YOUR GOAL:
From the entries below, copy out every line with "nowrap" in it.

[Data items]
'''

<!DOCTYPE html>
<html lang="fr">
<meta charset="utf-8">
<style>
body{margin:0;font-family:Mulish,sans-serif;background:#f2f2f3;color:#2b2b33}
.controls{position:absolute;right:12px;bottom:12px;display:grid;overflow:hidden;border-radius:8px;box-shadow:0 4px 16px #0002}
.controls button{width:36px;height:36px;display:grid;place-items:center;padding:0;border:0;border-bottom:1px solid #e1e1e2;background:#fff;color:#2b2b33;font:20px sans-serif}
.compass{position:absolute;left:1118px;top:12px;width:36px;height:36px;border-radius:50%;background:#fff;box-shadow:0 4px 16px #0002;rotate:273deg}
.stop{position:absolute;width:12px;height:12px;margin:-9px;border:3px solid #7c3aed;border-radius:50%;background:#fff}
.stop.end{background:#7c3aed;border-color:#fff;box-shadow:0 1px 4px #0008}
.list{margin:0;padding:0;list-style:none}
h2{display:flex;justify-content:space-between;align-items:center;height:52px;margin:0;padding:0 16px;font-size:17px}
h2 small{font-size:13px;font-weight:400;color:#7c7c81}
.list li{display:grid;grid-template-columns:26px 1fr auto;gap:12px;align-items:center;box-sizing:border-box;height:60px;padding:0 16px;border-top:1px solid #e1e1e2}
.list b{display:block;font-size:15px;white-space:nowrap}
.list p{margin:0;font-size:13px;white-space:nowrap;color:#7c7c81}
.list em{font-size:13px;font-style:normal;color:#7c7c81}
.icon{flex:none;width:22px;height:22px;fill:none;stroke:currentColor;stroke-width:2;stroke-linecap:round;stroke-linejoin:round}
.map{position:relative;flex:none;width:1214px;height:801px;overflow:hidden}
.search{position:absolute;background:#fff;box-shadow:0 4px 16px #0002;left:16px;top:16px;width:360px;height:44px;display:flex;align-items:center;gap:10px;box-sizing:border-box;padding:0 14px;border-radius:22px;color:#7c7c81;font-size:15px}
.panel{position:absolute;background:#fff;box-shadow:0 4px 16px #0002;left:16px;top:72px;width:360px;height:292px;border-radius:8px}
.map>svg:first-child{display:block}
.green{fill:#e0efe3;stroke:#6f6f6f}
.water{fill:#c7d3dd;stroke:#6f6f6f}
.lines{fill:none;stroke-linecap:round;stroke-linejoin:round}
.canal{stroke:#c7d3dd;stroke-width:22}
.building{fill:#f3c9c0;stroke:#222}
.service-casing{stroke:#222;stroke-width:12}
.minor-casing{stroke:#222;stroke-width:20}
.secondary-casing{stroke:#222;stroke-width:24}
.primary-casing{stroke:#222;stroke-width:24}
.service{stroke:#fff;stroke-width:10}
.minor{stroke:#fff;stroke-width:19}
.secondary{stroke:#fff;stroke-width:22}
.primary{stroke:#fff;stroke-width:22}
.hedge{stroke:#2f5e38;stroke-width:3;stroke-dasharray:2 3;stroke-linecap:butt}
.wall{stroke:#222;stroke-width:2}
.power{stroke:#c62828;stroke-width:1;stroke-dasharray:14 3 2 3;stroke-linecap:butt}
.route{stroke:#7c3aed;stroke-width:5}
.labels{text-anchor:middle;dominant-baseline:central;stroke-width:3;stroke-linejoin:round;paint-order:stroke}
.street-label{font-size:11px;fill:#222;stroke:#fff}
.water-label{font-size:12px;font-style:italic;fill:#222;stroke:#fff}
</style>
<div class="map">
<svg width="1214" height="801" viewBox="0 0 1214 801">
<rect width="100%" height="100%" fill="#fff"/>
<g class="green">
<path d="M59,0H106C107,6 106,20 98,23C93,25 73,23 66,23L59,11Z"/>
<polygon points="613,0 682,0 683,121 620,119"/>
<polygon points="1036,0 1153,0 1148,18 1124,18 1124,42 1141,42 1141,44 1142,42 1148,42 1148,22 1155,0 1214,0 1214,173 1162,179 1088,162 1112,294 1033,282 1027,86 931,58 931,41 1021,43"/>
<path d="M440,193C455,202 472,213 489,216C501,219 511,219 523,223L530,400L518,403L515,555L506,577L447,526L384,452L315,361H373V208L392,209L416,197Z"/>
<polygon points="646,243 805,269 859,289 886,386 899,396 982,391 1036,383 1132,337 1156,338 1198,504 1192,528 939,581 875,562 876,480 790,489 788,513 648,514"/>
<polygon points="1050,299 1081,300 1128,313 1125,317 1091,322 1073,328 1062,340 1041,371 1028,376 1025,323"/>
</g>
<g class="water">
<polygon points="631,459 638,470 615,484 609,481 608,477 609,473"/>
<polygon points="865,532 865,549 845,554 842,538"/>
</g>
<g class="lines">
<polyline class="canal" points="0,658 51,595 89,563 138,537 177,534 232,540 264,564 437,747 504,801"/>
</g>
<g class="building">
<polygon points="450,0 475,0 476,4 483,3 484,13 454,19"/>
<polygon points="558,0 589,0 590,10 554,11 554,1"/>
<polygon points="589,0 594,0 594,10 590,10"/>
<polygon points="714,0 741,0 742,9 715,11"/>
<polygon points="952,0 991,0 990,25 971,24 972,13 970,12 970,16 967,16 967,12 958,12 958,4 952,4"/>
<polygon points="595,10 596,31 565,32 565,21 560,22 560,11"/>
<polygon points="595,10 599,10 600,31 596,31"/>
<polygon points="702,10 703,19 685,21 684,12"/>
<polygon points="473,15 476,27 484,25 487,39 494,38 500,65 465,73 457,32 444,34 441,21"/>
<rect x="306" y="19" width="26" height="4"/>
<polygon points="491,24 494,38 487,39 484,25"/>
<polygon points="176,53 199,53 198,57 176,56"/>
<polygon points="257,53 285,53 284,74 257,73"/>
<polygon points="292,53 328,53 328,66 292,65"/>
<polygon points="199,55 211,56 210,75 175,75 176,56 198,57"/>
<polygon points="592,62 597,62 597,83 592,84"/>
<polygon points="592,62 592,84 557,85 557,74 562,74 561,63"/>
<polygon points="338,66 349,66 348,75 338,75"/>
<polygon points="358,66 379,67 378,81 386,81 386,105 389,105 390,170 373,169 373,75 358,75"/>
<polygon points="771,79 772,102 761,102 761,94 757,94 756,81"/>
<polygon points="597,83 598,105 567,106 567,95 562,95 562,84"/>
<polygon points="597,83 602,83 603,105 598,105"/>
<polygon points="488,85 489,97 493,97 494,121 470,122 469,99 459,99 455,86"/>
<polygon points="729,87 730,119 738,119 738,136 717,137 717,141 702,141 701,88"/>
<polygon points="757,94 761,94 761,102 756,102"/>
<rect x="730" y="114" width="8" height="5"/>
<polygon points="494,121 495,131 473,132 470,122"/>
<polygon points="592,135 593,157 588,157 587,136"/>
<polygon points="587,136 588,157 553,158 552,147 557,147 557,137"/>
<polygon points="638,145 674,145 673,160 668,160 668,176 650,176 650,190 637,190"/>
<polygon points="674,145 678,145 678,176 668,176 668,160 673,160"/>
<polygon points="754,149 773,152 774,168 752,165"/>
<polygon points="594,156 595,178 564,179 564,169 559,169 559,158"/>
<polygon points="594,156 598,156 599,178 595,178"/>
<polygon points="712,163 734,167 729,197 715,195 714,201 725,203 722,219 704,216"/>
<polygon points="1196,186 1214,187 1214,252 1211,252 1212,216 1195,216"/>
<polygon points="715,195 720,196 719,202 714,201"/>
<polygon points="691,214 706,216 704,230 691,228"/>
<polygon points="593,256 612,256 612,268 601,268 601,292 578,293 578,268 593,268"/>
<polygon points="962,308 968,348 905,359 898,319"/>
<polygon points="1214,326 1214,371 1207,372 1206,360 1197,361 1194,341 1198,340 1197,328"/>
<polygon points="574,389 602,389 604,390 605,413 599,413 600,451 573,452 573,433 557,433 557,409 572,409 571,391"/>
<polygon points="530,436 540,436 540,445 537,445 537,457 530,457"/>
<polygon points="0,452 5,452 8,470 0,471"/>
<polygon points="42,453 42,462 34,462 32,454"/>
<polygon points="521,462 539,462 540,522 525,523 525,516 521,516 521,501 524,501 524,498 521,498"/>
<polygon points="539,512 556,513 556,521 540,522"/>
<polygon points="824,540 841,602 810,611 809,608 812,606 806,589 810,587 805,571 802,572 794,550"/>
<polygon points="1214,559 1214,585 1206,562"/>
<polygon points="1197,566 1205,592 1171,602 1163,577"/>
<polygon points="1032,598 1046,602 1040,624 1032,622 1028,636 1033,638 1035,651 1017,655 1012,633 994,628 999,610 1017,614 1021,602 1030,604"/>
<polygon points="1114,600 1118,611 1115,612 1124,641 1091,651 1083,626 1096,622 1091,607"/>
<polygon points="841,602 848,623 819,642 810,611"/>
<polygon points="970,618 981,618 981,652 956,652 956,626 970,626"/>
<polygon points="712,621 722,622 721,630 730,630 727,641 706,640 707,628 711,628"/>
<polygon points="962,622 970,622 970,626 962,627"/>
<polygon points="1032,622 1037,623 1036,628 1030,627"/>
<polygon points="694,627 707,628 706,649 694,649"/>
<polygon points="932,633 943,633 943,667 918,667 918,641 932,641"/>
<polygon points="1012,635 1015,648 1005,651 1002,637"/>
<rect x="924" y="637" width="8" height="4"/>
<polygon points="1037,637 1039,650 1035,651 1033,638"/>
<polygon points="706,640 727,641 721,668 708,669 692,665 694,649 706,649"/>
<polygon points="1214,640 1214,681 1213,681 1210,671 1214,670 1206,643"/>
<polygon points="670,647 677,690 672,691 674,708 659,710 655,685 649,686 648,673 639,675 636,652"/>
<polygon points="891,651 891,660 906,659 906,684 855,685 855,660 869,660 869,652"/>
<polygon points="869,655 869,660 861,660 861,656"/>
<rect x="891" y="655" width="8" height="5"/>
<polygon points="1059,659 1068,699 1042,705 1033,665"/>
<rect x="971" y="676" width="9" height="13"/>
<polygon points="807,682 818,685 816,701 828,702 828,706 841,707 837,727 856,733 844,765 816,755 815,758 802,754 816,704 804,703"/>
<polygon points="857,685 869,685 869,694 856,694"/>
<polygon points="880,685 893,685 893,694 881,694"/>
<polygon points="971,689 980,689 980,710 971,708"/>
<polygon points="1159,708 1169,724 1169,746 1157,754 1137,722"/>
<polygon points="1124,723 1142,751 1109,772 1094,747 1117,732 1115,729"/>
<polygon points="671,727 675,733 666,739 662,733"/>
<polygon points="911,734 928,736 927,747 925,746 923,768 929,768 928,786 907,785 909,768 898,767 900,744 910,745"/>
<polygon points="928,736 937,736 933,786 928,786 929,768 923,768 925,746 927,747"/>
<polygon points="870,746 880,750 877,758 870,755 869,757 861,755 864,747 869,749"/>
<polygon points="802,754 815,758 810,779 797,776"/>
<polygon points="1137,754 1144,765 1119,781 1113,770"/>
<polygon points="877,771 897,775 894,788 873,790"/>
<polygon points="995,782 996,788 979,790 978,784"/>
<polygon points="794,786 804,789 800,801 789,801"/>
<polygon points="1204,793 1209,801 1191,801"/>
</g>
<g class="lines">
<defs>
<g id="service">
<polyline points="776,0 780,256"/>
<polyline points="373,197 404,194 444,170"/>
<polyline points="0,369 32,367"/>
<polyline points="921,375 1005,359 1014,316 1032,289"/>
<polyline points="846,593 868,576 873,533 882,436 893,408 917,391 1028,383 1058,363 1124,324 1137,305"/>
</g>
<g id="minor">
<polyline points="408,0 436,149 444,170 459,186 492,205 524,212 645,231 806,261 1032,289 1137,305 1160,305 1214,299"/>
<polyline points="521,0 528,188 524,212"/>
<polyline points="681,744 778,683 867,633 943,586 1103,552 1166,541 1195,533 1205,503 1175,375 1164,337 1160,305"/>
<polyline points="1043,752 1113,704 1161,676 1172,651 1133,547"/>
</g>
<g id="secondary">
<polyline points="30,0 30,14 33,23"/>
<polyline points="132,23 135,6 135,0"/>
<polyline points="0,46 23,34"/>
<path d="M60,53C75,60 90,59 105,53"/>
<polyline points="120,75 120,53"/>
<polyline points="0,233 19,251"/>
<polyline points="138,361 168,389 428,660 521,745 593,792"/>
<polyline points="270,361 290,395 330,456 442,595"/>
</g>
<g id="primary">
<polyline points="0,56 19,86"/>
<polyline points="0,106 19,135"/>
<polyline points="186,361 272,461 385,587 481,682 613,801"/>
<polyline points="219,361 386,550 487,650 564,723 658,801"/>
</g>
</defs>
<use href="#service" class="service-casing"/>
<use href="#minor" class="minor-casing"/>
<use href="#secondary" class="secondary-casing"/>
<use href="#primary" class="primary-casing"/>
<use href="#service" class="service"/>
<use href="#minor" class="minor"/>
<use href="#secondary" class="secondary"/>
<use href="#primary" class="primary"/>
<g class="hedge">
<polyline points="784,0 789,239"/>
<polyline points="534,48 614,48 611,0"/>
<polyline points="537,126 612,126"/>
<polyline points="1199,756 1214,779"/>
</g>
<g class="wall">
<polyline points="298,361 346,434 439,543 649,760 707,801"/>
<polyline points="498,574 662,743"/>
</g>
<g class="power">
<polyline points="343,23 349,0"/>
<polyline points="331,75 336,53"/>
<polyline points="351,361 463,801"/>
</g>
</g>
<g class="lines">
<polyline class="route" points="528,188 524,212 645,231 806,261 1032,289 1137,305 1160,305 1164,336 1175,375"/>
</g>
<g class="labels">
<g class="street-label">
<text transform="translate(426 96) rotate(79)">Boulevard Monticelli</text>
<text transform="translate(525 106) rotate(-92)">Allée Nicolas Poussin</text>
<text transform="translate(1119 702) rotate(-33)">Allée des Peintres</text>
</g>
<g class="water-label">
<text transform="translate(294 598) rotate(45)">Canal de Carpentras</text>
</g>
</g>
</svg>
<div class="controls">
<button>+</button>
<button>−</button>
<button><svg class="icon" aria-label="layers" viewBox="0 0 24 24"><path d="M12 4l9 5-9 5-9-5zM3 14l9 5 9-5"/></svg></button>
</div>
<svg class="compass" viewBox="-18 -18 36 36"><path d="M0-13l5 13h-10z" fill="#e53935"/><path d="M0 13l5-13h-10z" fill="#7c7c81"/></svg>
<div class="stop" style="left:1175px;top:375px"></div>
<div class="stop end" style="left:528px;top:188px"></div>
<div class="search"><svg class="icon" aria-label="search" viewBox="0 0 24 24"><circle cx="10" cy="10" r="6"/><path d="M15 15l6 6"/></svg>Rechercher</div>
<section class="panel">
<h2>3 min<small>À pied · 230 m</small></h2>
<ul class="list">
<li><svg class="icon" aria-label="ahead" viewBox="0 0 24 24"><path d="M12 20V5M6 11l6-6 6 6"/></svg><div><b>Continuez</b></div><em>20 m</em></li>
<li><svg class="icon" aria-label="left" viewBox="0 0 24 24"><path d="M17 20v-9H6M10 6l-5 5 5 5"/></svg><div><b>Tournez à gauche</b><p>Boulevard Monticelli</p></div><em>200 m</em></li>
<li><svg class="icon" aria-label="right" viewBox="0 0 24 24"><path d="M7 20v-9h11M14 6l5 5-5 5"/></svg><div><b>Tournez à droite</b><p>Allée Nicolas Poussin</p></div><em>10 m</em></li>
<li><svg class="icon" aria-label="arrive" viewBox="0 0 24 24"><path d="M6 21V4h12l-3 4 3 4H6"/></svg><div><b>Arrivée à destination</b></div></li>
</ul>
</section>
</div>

'''

RESPONSE BELOW:
.list b{display:block;font-size:15px;white-space:nowrap}
.list p{margin:0;font-size:13px;white-space:nowrap;color:#7c7c81}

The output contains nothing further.